The Sanger sequencing raw data were processed using KB Basecaller (Thermo Fisher Scientific, Waltham, MA, USA) to determine the base calls. The resulting trace data, in the ab1 file format, were subsequently analyzed using TIDE (version 3.3.0; indel size range, 15 and 35 for indels induced by Cas9 and Cas12a, respectively; https://tide.nki.nl (accessed on 1 November 2023)), ICE (v3; https://ice.synthego.com (accessed on 1 November 2023)), DECODR (https://decodr.org (accessed on 1 November 2023)), and SeqScreener (https://apps.thermofisher.com/apps/gea-web/#/setup (accessed on 1 November 2023)) to estimate the indel frequencies. It is important to note that the Sanger sequencing trace data base-called using PeakTrace should not be used as it tends to treat low-level indels as sequencing noise, resulting in an underestimation of the indel frequency.

2.7. Zebrafish Husbandry

Zebrafish (Danio rerio) were bred and maintained under standard laboratory conditions following a 14-h light/10-h dark cycle. All zebrafish experiments were conducted in compliance with the Fundamental Guidelines for Proper Conduct of Animal Experiments and Related Activities in Academic Research Institutions under the jurisdiction of the Ministry of Education, Culture, Sports, Science and Technology of Japan, using protocols approved by the Animal Experiments Committee of Kochi University of Technology.

3. Results and Discussion

3.1. Design of a Quantitative Assessment of Computational Tools for Indel Analysis

We aimed to quantitatively assess the performance of computational tools for indel analysis by using predetermined indels as artificial genome-edited samples (Figure 1). To achieve this, we first collected various indels that were induced by CRISPR–Cas systems in several zebrafish genes. Since the type of indels may affect the performance of computational tools, we utilized CRISPR–Cas9 and CRISPR–Cas12a as these two systems are known to generate different types of indels. CRISPR–Cas9 primarily induces short indels, whereas CRISPR–Cas12a tends to produce larger indels, typically with deletions exceeding 10 bp in length [23,24]. To prepare artificial template samples for Sanger sequencing, we mixed wild-type (wt) sequences with one to six indels in various ratios to mimic real samples. The resulting trace data, which were base-called using KB Basecaller, served as input for the four computational tools TIDE, ICE, DECODR, and SeqScreener. Subsequently, the outputted indel frequencies were compared to the actual values. The performance was evaluated using the root mean square error (RMSE) between the estimated and actual values of the indel frequencies for each gRNA and indel mixture type.
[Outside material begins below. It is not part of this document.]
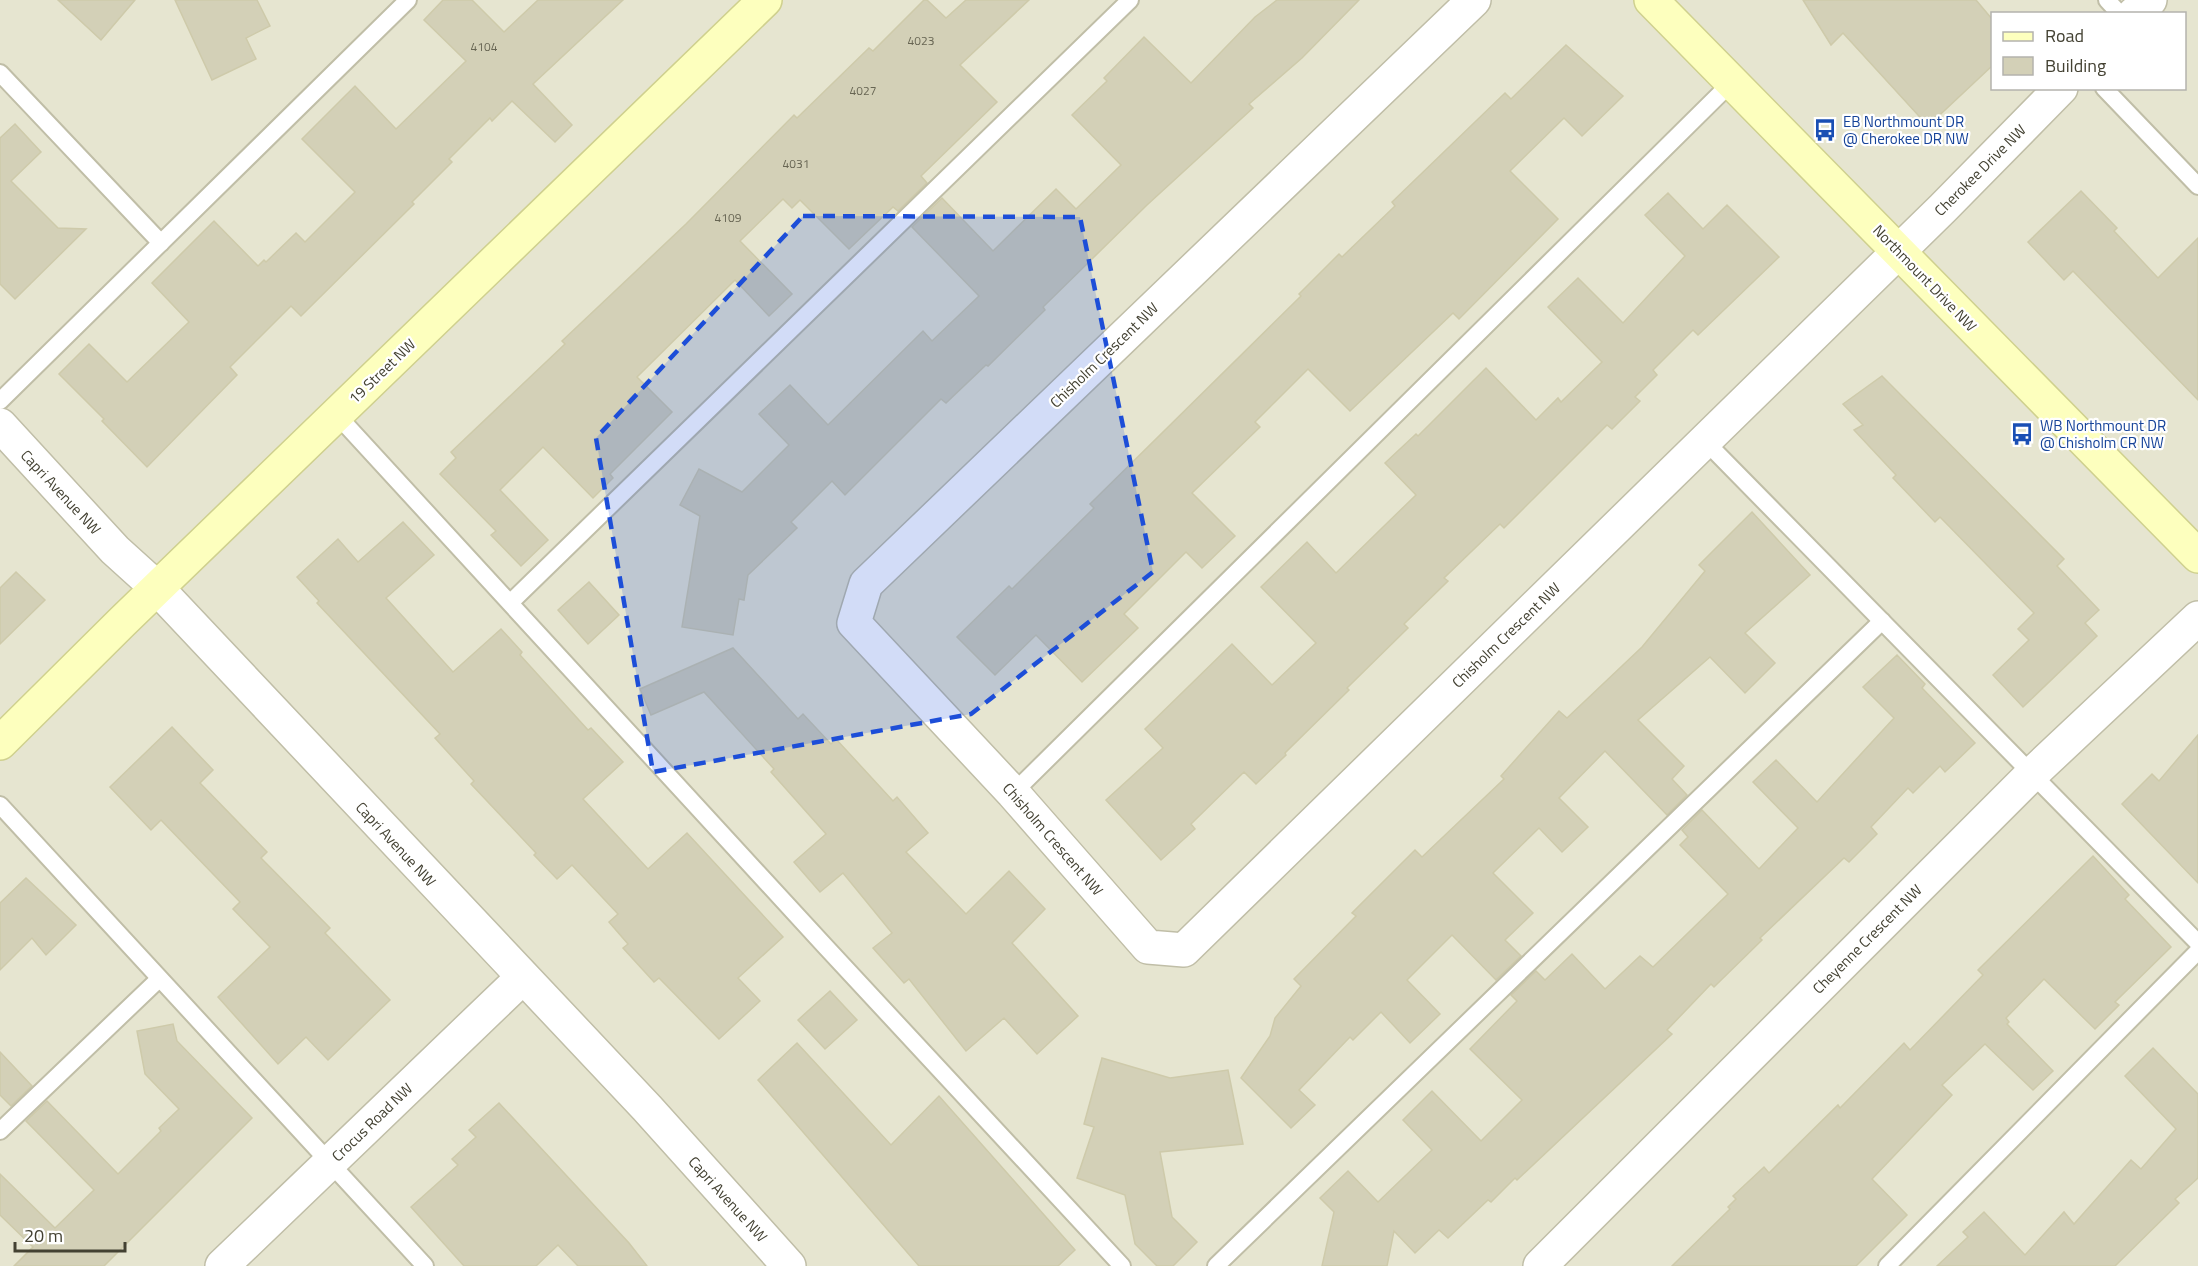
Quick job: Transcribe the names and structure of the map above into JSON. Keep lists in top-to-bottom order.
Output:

Figure 1. Experimental design for the quantitative assessment of Sanger sequencing-based computational tools for indel analysis. (A) Cloning of genomic DNA fragments containing indels induced by CRISPR–Cas9 and CRISPR–Cas12a. Various indels that were induced by CRISPR–Cas9 and CRISPR–Cas12a in several zebrafish genes were PCR-amplified and subsequently cloned into the pUC19 plasmid. (B) Preparation of artificial genome-edited samples. The insert DNAs containing predefined indels or the wild-type (wt) sequence were PCR-amplified and purified. These purified PCR products were mixed at varying indel/wt ratios and used as artificial genome-edited samples for Sanger sequencing. (C) Computational tool analysis. The resulting Sanger sequencing trace data that were base-called by the KB Basecaller were used as input for the four computational tools TIDE, ICE, DECODR, and SeqScreener, after which the outputted indel frequencies were compared to the actual values.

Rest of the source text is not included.